Let’s discuss these 3 steps one by one:
Rule 101 of personal finance – go get term insurance!
Death is an uncertain event on which no one has any control. It does not give you any prior warnings or signals, it just happens! In such an unfortunate event, your family should have financial assistance to live a livelihood. That’s why buying life insurance becomes very important. However, it’s sad, as still most of the Indians do not realize the importance of life insurance and simply think paying premium as an expense. This needs to be changed!
Second question comes to mind: why only term insurance and not any other policy? See term insurance is the most simplistic and true form of life insurance which guarantees to pay a certain amount of money on the death of the insured person before attaining a certain age. However If the person doesn’t die, no payout will be made.
And as inspired by many investors, you should always keep your personal finance habits simple! There is no need to combine insurance with investments and invest in complex insurance products that promise to pay a certain amount of money. Insurance is simply a protection product rather than an investing product. Don’t get fooled by others and invest in insurance products that guarantee you certain returns.
Another benefit of term insurance is that premiums are quite cheap when you are young.

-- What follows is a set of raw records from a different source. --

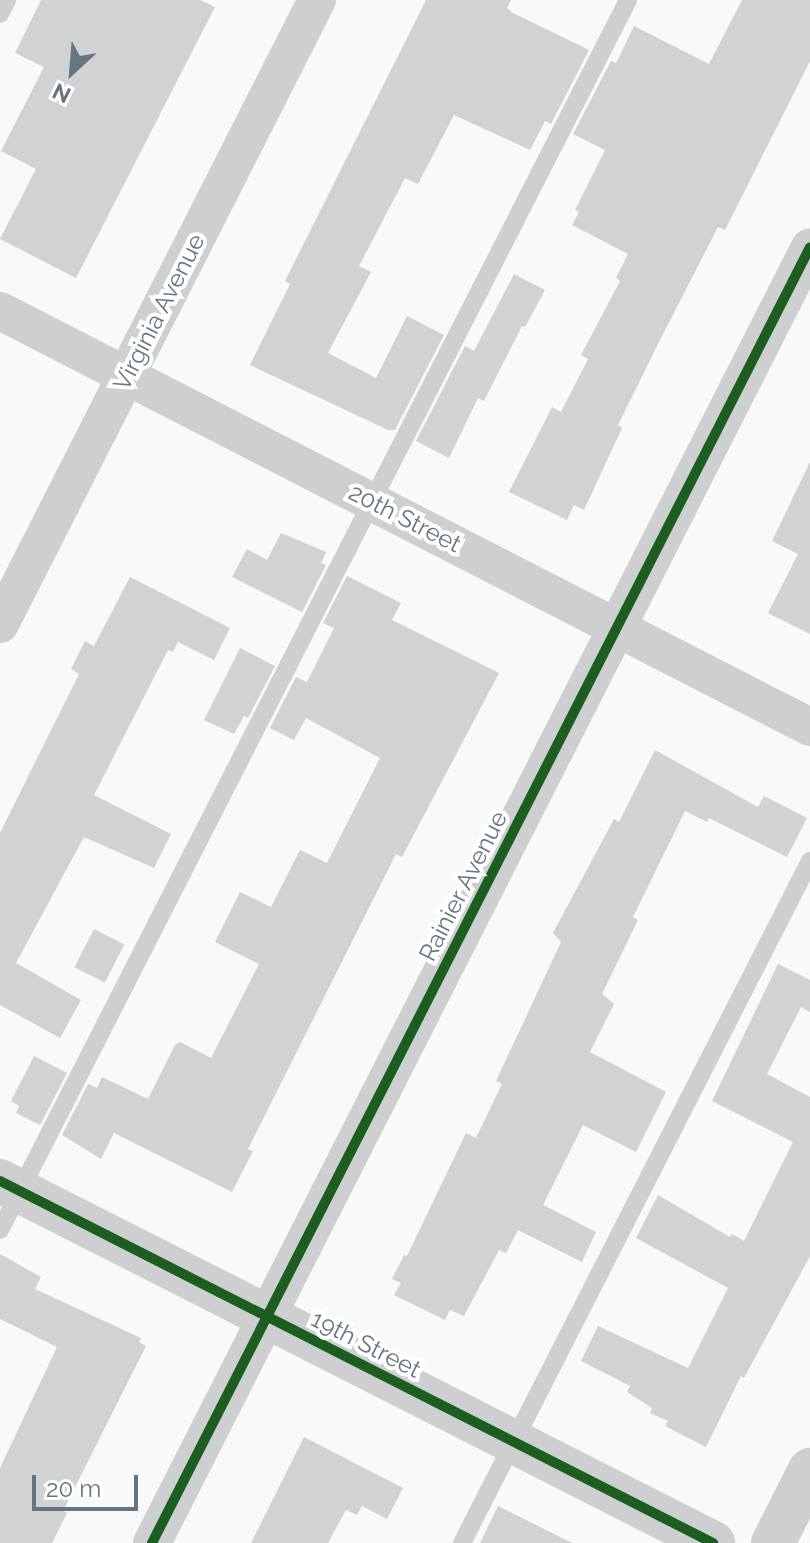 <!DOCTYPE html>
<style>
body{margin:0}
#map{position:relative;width:810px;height:1543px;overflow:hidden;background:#f9f9f9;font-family:Raleway,sans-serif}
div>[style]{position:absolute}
.building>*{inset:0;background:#d0d2d3;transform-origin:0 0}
.service>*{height:18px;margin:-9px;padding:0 9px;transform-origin:9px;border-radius:9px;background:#cecfd0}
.minor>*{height:38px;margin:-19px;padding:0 19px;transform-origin:19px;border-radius:19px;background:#cecfd0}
.tertiary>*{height:44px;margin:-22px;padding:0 22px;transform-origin:22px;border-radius:22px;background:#cecfd0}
.cycleway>*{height:10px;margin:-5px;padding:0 5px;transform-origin:5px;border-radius:5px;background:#1b5e20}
span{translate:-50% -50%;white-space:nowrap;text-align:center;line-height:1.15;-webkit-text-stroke:8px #fff;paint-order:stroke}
.street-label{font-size:24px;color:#657683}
.north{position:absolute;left:32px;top:32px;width:80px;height:80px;-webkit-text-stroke:6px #fff;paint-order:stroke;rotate:206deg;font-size:22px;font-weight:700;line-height:32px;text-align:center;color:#657683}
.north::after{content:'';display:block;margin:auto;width:28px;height:36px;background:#657683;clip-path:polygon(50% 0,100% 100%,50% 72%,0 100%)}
.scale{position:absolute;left:32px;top:1475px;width:106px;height:36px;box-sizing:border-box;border:4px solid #657683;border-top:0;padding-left:10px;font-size:24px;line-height:28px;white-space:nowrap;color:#657683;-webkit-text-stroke:6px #fff;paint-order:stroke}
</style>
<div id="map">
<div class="building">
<div style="clip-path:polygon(41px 0,200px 0,215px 7px,76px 278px,0 239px,36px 169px,1px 151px,44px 67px,15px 53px)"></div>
<div style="clip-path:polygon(426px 0,511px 0,507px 8px,513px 13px,589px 50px,551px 124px,545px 121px,530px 150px,454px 115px,418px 184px,405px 178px,359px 266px,371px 272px,328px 353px,376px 378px,407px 316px,444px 335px,395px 430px,388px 430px,250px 365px,290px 284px,285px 281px)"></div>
<div style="clip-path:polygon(742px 0,810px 0,810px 61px,725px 230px,718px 227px,660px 340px,618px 425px,622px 428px,584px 510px,574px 505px,567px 520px,509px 492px,552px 407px,561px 412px,588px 359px,581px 355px,620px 281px,616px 278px,628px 254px,572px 225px,579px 212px,575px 210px,605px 150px,573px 134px,611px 61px,616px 63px,634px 26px,709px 64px)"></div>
<div style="clip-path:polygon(514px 274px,545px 290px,525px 327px,522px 326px,484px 401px,478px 398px,449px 458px,416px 441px,465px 346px,474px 351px)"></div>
<div style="clip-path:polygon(810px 462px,810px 634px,768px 613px,798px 554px,772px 541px)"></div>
<div style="clip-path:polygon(281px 533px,326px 552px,321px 563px,326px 565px,302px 612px,232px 577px,247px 549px,267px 560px)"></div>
<div style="clip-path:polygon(347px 576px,401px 603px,392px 620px,499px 673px,402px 857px,396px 854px,248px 1149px,253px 1151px,232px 1192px,114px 1133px,101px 1159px,62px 1135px,88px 1084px,97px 1088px,102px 1077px,148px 1099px,175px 1045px,180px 1042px,211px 1058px,259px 964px,215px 942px,240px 892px,271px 907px,300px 850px,327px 863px,380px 758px,306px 718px,294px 740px,270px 728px,296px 677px,307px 682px,334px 628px,323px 623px)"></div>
<div style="clip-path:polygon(130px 577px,230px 628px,214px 660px,178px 642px,173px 652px,168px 650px,94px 795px,171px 834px,154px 868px,84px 837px,16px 963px,81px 1000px,60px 1038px,0 1005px,0 833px,79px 674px,71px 669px,85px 641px,94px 646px)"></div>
<div style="clip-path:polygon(240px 648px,275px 666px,248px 718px,244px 716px,234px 734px,204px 720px)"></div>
<div style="clip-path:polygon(655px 750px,758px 807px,764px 796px,807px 818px,787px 857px,709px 818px,707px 822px,685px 811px,633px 917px,638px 920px,602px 994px,614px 1004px,590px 1052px,666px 1092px,636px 1152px,583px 1125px,543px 1205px,596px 1232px,582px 1262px,518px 1230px,506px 1253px,499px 1250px,464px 1316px,450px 1310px,445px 1320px,394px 1295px,401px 1283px,392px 1279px,404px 1255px,407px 1256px,466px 1133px,476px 1138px,502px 1084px,496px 1081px,561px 942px,553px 933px,614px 819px,619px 822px)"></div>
<div style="left:94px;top:929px;width:34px;height:43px;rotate:27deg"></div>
<div style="clip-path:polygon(778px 964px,810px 980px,810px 1012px,801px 1007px,767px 1074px,810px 1097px,810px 1256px,744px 1378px,741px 1376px,706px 1447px,665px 1426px,668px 1421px,650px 1413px,652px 1408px,627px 1392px,630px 1386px,581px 1361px,598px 1326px,688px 1368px,728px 1288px,636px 1238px,658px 1195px,730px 1237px,732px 1234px,744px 1241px,793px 1142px,712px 1101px)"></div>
<div style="clip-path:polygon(34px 1056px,67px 1073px,40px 1125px,16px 1113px,19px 1106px,11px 1101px)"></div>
<div style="clip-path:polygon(0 1254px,41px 1277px,35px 1289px,141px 1338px,139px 1342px,146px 1346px,63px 1511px,67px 1513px,52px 1543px,0 1543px,0 1468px,57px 1347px,0 1319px)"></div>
<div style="clip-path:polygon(304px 1437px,403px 1488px,387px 1519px,362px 1506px,357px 1515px,346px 1510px,328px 1543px,251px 1543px)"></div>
<div style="clip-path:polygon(498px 1506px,572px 1543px,480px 1543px)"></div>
</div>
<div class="service">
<div style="left:0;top:14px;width:16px;rotate:-63deg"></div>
<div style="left:0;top:1230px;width:1381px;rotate:-62.95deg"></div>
<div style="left:462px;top:1543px;width:766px;rotate:-62.97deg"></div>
</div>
<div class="minor">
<div style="left:0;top:311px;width:911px;rotate:27.18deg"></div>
<div style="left:0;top:624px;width:700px;rotate:-63.07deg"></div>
<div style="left:152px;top:1543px;width:1453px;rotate:-63.08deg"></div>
</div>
<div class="tertiary">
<div style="left:0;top:1181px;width:800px;rotate:26.92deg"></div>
<div style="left:773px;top:1543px;width:82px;rotate:-63.1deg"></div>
</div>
<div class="cycleway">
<div style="left:0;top:1181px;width:800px;rotate:26.92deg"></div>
<div style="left:152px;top:1543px;width:1453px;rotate:-63.08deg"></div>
</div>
<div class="street-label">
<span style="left:159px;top:312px;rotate:-63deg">Virginia Avenue</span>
<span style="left:405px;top:518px;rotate:27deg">20th Street</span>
<span style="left:463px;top:886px;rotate:-63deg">Rainier Avenue</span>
<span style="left:366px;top:1344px;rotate:27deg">19th Street</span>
</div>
<div class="north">N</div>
<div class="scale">20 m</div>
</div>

Therefore if you are in your early 20’s, you can easily get a cover of Rs 1 crore by paying anywhere between Rs 20,000 – Rs 30,000.
Therefore the best time to buy the term insurance was yesterday. And the next best time to buy is ‘NOW!’
Apart from that you also get certain tax benefits and all, but we will not get into that as of now, as the motive is only to get term insurance irrespective of any benefits.
Hey, my life is covered, so why need health insurance then?
Many people misinterpret this and mix both the steps, however this should not be the case.
Life insurance is simply for the uncertain demise of the insured person, but during the time when the person is alive, he might encounter a certain critical illness. Hospitalization treatment and medical expenses can literally drain out his life savings with nothing left to live a standard life. Therefore health insurance is a must. It aims at covering the health related expenses incurred by the insured person against a nominal premium payment.
Some companies do provide a basic health insurance plan for their employees, but do remember employment might be temporary but your health is permanent. Therefore it’s always advisable to have an individual plan too, or at least a top up on the base plan so that you are adequately covered.
How to select a good health insurance plan and related queries is not the scope of this article, but buying health insurance comprises the 2nd step of the right personal finance habit.
My life and health is covered, now can I start investing?
Well not really! Your life and health insurance does not pay you for the expenses that might arise when you want to take a break from your job, meet some unplanned expenses like phone repair or car repair or even break for higher studies for that matter.
You would definitely not want to sell your investments to meet such expenses right?
Therefore have an emergency fund maintained with you which should be equivalent to at least 6 months to 1 year of your expenses.
You can simply keep this amount in a savings fund and need not expect to generate returns out of it.
Some might advise to keep them in liquid funds, but one should also consider that liquid funds are mutual funds whose redemption might take 2-3 days. Therefore it is comparatively less liquid in that sense in comparison to simple bank deposits.
When you have all the above 3 steps figured out, then finally you can move ahead with investing some part of your savings.